Other Names: Sergeant
Number of Appearances: 3
The Superman story in Action Comics #11 (Apr. 1939) opens with an unnamed reporter and Clark Kent asking a police sergeant for any interesting news stories. "Sarge" tells them there is "no news today beyond a few drunks," but then an call comes in that interests both reporters. Sarge tells them: "Just a routine case: Guy commits suicide in broker's office!" The unnamed reporter and Clark Kent accompany Sarge to the office of Meek & Bronson - Brokers. There they find the man who committed suicide - dead on the floor of the office. In his hand he clutches his shares in the "Black Gold Oil Well."
In the story retroactively titled "The Slot Machine Racket." published in Superman #5 (Summer 1940), we can see why "Sarge" wore his policeman's cap on his head in all panels seen during his initial appearance: He's quite bald! (He does have some dark black hair at the back of his head and around his ears, however.)
In this story in Superman #5, Superman brings slot-machine racketeer Slug Kelly and some of his henchmen to police headquarters. The narrative caption in panel 6 of page 13 (the last page of this story) reads: "Shortly after -- Superman deposits the racketeers within a police station . . ."
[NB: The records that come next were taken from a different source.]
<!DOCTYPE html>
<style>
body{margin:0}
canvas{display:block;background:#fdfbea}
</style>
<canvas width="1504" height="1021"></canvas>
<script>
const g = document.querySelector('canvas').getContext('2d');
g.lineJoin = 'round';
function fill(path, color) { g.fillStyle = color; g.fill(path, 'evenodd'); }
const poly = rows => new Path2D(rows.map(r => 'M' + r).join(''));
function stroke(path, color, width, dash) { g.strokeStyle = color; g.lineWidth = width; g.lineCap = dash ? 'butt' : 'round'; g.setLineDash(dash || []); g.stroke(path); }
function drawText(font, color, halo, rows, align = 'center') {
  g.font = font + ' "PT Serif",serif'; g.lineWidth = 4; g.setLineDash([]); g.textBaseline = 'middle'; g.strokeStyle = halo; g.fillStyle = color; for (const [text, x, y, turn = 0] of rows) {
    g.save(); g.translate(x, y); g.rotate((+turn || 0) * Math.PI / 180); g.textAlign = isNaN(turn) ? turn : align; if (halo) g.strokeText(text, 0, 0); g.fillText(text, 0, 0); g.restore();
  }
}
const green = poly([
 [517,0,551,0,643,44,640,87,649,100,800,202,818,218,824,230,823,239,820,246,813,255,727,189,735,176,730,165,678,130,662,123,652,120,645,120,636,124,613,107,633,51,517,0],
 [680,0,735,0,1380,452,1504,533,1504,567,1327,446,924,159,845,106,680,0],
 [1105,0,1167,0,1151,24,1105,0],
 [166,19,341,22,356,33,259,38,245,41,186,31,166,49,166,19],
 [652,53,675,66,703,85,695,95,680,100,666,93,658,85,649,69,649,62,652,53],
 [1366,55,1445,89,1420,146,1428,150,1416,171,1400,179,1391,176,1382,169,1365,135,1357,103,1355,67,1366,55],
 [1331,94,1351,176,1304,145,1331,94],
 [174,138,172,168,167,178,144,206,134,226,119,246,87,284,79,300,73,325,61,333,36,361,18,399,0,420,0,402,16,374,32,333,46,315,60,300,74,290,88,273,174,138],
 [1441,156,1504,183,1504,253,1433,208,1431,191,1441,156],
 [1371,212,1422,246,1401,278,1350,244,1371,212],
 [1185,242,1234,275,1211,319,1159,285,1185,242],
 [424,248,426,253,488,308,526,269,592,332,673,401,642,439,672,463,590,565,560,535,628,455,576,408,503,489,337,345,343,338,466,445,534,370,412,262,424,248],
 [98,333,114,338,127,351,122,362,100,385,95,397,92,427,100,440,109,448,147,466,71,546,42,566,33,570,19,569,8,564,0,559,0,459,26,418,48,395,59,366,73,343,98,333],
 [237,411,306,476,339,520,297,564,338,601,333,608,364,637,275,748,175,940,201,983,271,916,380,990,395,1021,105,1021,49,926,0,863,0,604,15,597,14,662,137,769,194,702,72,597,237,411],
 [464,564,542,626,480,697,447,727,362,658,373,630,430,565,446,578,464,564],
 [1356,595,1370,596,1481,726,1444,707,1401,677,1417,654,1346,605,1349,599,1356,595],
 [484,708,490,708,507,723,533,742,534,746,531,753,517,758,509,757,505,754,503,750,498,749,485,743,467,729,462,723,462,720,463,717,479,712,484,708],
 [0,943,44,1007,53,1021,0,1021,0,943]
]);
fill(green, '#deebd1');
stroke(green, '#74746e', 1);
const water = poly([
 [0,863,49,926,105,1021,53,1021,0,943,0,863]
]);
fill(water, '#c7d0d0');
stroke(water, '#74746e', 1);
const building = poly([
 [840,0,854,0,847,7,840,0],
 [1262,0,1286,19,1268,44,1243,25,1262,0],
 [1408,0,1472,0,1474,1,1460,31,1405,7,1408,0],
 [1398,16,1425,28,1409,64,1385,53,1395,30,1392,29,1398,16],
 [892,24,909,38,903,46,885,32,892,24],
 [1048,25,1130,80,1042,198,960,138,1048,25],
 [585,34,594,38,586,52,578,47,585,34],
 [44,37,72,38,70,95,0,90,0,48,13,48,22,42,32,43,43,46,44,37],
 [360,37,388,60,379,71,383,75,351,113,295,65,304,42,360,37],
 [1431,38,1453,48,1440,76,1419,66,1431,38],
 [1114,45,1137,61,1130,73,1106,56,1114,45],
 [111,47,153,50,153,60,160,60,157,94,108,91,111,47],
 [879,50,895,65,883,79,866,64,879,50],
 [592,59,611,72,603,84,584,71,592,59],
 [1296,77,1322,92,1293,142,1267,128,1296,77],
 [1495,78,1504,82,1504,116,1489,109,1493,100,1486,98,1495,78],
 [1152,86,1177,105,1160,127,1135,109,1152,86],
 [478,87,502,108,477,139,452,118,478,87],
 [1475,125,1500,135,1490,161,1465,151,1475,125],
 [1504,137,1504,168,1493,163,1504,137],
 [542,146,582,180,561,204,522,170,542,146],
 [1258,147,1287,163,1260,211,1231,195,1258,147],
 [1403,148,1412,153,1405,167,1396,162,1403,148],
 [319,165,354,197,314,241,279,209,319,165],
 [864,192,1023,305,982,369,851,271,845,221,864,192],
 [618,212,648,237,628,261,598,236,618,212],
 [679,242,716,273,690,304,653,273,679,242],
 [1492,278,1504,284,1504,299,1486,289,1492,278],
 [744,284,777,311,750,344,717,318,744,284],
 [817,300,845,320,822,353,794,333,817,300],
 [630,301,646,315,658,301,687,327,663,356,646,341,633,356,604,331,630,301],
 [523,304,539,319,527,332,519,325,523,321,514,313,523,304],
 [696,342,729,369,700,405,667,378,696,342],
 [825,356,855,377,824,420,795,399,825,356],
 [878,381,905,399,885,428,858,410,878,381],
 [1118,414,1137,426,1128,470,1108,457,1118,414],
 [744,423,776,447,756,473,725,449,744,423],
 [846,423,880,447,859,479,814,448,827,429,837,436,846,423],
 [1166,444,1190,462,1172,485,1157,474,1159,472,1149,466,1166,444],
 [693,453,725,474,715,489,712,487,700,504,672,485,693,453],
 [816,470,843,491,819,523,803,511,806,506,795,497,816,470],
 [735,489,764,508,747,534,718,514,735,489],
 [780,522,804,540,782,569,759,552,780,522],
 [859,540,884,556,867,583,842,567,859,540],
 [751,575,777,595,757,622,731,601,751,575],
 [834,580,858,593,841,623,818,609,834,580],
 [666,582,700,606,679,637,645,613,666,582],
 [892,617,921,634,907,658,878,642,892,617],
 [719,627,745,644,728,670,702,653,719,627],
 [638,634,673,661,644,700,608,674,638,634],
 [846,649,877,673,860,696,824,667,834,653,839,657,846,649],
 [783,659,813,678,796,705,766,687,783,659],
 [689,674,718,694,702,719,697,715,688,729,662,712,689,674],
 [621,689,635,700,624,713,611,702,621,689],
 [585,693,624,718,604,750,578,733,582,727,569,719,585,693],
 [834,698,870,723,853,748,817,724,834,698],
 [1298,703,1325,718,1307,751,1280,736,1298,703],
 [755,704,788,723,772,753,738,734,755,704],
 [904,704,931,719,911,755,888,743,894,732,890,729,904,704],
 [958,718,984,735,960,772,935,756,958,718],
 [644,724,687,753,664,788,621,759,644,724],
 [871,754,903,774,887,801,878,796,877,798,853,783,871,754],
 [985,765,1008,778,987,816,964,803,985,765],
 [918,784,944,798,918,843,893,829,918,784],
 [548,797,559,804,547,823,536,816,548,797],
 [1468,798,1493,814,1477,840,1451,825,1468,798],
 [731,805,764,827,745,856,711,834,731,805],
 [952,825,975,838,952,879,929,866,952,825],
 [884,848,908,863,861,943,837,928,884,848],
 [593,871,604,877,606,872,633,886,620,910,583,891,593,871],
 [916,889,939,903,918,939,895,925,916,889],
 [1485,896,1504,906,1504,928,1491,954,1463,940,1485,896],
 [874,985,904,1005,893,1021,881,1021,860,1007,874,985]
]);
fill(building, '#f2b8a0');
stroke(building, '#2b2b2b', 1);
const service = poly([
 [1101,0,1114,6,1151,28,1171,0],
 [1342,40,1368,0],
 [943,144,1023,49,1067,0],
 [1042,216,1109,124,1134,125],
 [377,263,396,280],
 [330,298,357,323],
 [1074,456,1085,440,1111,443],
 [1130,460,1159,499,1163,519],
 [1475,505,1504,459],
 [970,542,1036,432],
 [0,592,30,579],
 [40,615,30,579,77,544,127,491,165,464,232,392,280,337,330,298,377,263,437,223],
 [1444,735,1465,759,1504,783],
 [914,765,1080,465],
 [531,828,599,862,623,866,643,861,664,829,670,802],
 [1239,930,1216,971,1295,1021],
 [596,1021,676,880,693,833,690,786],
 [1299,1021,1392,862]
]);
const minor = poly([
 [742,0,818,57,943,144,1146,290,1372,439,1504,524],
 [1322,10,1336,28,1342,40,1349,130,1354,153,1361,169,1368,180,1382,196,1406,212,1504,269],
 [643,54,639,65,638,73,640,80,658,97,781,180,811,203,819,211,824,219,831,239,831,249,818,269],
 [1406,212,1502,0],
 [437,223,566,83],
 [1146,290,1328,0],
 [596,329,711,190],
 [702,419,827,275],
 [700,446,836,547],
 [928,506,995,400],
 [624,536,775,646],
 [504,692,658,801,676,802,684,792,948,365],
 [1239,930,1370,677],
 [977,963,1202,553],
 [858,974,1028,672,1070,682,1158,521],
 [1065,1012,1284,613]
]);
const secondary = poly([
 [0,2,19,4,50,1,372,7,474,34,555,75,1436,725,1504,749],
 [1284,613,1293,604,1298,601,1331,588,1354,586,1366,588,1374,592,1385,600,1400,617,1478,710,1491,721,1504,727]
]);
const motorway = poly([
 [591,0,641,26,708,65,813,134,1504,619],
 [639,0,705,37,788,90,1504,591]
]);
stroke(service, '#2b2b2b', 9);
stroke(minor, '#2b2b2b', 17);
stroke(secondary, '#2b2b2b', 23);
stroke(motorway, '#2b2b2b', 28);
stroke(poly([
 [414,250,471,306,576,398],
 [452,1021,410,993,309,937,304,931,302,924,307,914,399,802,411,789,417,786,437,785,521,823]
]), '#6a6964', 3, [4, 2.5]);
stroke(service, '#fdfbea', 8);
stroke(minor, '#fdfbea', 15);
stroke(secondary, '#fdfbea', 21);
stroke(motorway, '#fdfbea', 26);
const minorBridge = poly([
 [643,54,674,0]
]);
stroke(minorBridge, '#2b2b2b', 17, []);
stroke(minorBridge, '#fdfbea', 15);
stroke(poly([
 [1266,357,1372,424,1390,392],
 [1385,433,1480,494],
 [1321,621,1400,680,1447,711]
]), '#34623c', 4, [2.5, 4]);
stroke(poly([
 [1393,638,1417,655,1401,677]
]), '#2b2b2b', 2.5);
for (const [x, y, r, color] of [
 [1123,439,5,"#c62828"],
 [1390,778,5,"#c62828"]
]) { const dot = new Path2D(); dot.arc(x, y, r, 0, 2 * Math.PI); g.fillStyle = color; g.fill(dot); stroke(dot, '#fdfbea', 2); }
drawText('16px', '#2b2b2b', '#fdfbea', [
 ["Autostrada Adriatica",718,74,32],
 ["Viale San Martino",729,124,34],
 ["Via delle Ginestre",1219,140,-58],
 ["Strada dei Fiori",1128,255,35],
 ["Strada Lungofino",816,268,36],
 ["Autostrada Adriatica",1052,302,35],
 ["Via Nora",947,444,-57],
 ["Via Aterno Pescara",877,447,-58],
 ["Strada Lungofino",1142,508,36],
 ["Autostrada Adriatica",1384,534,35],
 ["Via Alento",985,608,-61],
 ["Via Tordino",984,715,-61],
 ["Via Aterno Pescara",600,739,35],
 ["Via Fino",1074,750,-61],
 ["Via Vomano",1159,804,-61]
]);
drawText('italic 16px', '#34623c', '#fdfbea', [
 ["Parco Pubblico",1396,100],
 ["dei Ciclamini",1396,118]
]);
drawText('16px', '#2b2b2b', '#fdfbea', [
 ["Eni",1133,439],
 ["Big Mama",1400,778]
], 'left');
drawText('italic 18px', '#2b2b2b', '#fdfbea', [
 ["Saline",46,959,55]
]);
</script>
Superman is seen flanked by Slug Kelly and one of the racketeer's henchmen, talking to a police sergeant behind a desk. Superman protests, "But these men confessed their crimes!"
The police sergeant explains, "Sorry, we can't hold them unless there are witnesses who overheard it!"
In the next panel the sergeant is shocked "as hundreds of school-children poor in the station."
The sergeant exclaims, "Begorra!"
Superman smiles and says, "There! Your witnesses, Sergeant! Enough of them?"
This exclamation is a euphemistic alteration of "by God." The phrase "Begorra" is Irish in origin. The sergeant is apparently Irish Catholic, and uses a euphemistic expression in order to avoid taking the Lord's name in vain.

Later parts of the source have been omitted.